To be even more honest, my entire world revolves around ME. l love my children and my husband. l would lay down my life for my kids but that is as far as it goes. Even the love that l feel for my husband is borne out of NEED. l NEED him to pamper me, to indulge me, to hold me, and l in turn pamper, indulge and hold him. Our sex life is amazing. However, if he were to stop loving me or expressing his love for me in this manner, l would feel pain BUT ONLY FOR AS LONG AS IT TOOK TO FIND A REPLACEMENT. l know he is not reading these words for he has given me his word that the forum is my private place to vent and to express. l want to learn how to love him properly, l really do, and l am learning. l am learning that love is not all about attention and he is patiently showing me how to love properly, but I HAVE NEVER HAD THE EXPERIENCE OF BEING LOVED PROPERLY AS A CHILD and so l don't know what love really is. These words about my husband may shock, and l apologise to the nons here who have been reading my story who have seen a glimmer of hope that the disorder can be treated. l feel as if l am disillusioning them by admitting how l really feel. l did not realise the extent of how l really feel till l wrote this post.
l wish l could cry just now but l can't. l wish l could cry for myself and the people who believe in me when really l am just an empty shell, but l can't.
l find solace and comfort from my beliefs in Budhism but sometimes l wonder if that is just another part of the whole denial thing, and a means of not really facing up to reality.

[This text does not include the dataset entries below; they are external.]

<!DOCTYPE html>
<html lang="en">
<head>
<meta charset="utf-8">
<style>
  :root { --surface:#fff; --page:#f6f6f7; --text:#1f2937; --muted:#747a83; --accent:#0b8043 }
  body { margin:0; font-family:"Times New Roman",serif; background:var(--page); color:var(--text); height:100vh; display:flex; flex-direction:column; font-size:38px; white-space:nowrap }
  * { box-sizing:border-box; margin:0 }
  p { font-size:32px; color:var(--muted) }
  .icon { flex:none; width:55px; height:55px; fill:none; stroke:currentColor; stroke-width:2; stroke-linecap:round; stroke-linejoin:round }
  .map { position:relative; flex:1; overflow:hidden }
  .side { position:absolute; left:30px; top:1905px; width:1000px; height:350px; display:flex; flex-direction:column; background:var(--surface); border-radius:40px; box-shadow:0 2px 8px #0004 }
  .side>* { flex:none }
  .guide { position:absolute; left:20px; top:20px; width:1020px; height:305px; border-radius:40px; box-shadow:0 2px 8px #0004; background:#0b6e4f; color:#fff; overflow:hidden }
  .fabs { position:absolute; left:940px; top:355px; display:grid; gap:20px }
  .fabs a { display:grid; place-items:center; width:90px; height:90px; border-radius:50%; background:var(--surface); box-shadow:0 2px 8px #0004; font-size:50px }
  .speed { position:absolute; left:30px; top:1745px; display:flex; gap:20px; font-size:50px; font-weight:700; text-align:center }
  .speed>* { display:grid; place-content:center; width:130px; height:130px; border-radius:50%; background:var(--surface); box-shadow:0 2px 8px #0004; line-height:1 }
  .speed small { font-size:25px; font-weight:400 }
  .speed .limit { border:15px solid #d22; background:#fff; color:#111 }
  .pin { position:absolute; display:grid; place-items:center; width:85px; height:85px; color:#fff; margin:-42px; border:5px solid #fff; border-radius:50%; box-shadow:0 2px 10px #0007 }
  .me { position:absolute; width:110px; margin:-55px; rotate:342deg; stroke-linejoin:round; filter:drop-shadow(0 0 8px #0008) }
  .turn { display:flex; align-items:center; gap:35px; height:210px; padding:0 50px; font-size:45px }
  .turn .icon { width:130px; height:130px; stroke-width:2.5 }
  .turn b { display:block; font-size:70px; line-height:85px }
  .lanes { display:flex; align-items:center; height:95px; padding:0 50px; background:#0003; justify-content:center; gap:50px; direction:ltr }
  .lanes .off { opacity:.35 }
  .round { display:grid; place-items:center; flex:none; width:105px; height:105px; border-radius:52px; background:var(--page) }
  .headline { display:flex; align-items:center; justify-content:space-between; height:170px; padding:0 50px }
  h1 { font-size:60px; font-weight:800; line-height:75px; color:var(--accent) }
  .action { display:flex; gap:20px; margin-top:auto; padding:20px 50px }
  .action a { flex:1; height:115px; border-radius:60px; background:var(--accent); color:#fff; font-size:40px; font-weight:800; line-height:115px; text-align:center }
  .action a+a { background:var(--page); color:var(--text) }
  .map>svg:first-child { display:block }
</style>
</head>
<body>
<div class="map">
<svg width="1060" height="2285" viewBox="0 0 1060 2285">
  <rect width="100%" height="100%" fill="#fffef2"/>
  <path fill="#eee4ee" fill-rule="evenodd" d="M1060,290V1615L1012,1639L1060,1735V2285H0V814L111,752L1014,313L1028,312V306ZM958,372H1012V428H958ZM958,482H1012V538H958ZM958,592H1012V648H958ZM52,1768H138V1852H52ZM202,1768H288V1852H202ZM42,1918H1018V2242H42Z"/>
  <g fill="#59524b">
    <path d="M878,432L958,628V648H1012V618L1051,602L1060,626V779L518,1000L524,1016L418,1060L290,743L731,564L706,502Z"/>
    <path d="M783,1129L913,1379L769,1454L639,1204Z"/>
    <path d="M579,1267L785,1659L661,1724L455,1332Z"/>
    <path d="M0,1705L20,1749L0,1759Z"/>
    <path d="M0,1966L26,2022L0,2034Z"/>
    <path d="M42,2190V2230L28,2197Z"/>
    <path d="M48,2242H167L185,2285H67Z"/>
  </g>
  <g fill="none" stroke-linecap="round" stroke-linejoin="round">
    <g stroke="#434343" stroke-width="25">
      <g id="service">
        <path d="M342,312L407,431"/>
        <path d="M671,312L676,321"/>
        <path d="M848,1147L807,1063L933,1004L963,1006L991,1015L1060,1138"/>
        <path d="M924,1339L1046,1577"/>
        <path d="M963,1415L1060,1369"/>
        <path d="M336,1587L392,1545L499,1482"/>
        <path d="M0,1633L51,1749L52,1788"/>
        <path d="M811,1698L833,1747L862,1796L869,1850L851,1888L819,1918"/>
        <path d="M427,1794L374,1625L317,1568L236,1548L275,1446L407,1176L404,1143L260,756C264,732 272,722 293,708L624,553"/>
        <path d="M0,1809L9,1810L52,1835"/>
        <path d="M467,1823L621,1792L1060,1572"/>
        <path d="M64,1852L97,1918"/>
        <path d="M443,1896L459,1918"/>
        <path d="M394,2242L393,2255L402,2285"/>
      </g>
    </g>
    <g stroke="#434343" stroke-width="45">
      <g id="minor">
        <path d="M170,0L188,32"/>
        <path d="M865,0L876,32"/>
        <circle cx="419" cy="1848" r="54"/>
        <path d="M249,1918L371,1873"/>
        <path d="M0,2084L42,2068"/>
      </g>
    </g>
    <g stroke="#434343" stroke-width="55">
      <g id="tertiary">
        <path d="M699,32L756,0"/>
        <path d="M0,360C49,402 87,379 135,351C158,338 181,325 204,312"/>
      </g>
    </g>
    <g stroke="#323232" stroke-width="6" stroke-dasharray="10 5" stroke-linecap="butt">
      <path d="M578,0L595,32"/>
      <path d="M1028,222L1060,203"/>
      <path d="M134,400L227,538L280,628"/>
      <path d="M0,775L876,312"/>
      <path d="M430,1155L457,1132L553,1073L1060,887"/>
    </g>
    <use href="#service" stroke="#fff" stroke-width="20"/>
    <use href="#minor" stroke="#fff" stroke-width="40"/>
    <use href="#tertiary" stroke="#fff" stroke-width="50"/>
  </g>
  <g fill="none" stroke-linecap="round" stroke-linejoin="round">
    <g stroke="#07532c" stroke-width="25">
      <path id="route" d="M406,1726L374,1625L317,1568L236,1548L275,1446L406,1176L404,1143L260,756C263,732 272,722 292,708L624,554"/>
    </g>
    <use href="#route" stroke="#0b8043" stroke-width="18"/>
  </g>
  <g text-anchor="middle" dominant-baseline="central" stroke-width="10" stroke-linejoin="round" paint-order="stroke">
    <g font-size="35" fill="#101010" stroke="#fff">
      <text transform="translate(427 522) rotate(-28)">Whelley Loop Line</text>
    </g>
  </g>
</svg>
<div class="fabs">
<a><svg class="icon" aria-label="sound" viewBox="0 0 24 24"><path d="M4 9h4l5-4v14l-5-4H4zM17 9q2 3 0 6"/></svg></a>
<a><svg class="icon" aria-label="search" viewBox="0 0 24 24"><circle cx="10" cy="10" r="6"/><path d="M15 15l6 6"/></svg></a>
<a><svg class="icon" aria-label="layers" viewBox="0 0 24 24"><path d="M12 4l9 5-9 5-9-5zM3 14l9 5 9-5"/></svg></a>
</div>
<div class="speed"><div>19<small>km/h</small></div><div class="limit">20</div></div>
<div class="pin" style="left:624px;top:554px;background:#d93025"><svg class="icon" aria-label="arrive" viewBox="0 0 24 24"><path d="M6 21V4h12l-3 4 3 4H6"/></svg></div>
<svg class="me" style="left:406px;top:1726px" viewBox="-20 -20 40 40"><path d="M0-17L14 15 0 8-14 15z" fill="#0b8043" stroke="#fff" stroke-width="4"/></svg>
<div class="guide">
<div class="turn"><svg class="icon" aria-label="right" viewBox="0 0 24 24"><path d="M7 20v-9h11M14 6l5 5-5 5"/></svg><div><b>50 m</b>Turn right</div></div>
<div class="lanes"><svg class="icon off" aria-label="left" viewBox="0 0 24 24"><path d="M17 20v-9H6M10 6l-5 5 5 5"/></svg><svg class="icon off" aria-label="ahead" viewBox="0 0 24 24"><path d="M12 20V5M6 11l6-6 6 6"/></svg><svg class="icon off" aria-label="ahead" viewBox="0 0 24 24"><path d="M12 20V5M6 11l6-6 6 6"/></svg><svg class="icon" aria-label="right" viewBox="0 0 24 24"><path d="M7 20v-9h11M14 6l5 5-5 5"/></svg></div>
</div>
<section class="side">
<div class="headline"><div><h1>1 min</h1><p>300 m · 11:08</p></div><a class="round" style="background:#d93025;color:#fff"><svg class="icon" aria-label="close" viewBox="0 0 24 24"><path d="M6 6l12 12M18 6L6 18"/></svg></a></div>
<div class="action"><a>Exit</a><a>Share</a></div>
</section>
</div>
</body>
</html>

l just want to learn how to love myself and others in authentic ways...............is there any hope for me, really?
When l think of how far l have come in my recovery l am encouraged, and l think the fact that l am at last being able to be honest and see myself realistically is a good sign. l have to be optimistic. As my therapist says, where there is life, there is hope, there is always hope and it is what l am clinging on to.

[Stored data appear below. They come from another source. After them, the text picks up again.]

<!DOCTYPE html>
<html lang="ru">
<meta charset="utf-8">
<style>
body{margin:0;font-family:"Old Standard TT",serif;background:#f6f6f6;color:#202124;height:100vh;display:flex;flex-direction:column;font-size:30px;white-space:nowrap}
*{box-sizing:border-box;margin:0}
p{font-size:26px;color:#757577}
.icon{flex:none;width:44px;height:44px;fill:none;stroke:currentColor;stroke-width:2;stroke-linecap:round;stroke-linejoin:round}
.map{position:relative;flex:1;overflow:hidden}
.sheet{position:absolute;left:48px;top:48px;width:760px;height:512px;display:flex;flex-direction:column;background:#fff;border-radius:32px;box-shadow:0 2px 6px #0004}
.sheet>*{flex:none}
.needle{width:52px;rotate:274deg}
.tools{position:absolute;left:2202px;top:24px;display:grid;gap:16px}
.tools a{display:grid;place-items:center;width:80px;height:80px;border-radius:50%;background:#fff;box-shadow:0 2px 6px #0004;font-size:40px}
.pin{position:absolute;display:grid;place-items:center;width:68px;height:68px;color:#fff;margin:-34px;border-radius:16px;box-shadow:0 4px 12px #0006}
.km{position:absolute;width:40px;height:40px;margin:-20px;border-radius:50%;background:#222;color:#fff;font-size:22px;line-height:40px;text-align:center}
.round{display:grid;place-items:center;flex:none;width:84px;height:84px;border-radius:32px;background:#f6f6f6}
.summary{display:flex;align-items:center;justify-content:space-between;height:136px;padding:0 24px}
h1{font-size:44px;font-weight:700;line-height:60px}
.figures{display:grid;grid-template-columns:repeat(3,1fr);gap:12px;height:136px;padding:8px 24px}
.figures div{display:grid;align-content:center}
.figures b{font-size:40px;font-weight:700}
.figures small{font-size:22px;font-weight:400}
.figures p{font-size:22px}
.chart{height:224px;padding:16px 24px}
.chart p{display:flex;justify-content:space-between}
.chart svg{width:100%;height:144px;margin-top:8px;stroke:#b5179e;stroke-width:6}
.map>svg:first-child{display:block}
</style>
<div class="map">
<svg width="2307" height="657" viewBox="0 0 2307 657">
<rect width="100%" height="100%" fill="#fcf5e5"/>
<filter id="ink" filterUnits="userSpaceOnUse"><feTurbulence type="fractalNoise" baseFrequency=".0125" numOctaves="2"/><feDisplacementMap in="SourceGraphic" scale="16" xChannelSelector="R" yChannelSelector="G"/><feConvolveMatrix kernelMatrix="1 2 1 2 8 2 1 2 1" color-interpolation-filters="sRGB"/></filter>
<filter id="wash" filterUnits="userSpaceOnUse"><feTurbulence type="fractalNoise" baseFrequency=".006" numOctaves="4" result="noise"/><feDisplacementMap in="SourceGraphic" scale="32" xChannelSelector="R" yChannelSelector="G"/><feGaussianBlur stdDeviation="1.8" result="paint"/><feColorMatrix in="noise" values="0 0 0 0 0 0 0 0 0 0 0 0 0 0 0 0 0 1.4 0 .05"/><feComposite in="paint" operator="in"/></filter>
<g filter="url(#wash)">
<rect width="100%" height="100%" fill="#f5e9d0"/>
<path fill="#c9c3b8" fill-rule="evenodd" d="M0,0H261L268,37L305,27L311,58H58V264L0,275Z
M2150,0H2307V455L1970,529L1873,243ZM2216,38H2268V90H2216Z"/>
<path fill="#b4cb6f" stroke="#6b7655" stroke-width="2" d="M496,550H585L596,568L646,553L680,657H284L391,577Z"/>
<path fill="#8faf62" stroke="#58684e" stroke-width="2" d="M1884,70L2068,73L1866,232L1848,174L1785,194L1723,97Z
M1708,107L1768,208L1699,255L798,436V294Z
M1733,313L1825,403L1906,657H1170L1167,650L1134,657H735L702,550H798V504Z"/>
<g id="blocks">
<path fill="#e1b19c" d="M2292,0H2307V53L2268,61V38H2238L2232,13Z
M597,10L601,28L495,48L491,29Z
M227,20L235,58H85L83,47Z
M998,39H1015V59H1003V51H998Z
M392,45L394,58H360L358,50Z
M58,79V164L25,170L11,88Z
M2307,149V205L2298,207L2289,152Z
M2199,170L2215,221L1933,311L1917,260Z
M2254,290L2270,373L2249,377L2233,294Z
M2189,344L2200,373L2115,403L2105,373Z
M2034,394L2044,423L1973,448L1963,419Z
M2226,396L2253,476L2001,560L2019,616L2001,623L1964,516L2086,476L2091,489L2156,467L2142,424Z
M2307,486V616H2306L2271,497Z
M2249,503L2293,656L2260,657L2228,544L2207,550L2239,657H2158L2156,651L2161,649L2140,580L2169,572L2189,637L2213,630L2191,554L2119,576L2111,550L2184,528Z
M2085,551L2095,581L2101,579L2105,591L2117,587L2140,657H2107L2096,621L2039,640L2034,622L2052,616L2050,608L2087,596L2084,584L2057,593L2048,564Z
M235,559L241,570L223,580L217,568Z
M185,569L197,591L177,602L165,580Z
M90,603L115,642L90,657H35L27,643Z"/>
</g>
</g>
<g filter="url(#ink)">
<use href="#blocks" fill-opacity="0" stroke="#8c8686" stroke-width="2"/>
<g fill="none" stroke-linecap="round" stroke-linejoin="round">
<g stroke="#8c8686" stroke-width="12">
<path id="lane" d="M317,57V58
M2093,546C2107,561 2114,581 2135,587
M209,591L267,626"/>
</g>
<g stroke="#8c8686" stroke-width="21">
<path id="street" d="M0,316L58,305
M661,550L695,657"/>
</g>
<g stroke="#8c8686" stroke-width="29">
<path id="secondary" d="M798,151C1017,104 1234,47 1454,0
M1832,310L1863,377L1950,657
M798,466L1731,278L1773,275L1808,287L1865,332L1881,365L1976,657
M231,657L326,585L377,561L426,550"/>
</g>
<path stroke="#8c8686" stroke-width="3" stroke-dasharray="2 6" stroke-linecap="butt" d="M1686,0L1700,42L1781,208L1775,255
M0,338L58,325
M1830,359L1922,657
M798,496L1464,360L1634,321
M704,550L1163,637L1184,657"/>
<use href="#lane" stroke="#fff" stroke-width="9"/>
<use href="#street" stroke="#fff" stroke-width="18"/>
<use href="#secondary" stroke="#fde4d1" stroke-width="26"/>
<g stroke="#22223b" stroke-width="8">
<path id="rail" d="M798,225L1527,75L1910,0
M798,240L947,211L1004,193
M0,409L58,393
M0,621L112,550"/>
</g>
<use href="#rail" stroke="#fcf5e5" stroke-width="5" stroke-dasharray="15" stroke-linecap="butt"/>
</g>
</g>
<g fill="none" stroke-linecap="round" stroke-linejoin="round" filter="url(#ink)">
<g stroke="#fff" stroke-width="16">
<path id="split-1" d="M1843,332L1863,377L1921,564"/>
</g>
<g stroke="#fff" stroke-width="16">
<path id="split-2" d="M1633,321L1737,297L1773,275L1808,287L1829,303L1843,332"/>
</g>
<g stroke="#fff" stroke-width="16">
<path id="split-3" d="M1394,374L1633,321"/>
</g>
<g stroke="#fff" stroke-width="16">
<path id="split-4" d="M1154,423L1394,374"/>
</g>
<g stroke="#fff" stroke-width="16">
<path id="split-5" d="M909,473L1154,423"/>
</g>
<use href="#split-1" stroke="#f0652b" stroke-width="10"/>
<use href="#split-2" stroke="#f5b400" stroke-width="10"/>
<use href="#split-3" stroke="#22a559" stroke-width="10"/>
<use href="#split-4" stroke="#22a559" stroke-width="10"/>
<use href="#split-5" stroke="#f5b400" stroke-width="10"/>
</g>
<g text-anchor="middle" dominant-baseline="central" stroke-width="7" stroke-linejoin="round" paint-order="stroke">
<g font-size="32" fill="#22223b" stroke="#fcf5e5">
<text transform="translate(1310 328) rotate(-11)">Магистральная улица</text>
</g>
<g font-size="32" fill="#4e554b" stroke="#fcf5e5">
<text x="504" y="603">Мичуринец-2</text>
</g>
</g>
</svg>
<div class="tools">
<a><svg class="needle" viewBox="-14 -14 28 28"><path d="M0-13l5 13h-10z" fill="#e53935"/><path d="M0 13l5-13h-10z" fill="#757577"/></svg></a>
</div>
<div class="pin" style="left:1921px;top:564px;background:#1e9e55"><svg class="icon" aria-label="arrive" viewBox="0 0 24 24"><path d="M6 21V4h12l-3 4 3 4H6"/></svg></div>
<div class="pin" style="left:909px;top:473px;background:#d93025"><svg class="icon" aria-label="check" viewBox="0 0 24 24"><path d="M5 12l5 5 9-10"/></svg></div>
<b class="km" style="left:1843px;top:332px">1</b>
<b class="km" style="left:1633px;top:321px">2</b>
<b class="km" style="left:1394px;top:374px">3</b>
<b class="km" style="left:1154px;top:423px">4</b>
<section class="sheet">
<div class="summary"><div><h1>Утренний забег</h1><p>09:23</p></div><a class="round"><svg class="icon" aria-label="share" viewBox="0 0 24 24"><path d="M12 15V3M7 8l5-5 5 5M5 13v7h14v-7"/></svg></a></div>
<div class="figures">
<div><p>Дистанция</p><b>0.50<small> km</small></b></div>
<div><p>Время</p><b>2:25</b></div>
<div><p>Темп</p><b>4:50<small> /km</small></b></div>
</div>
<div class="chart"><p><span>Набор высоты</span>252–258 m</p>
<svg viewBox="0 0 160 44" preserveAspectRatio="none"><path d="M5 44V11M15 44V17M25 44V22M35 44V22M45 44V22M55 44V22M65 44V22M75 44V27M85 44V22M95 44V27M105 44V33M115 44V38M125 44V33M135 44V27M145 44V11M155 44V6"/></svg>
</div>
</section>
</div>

l am glad l have been heard and l would love to have some feed back. l feel close to the people on the board who l don't even know - maybe l am seeing intimacy here where there is none like the HPD that l am, but we have all shared our innermost thoughts and feelings here. l can't talk to anyone like this, except for my therapist and l actually feel closer to a whole bunch of strangers than l do to anyone in my life at the moment.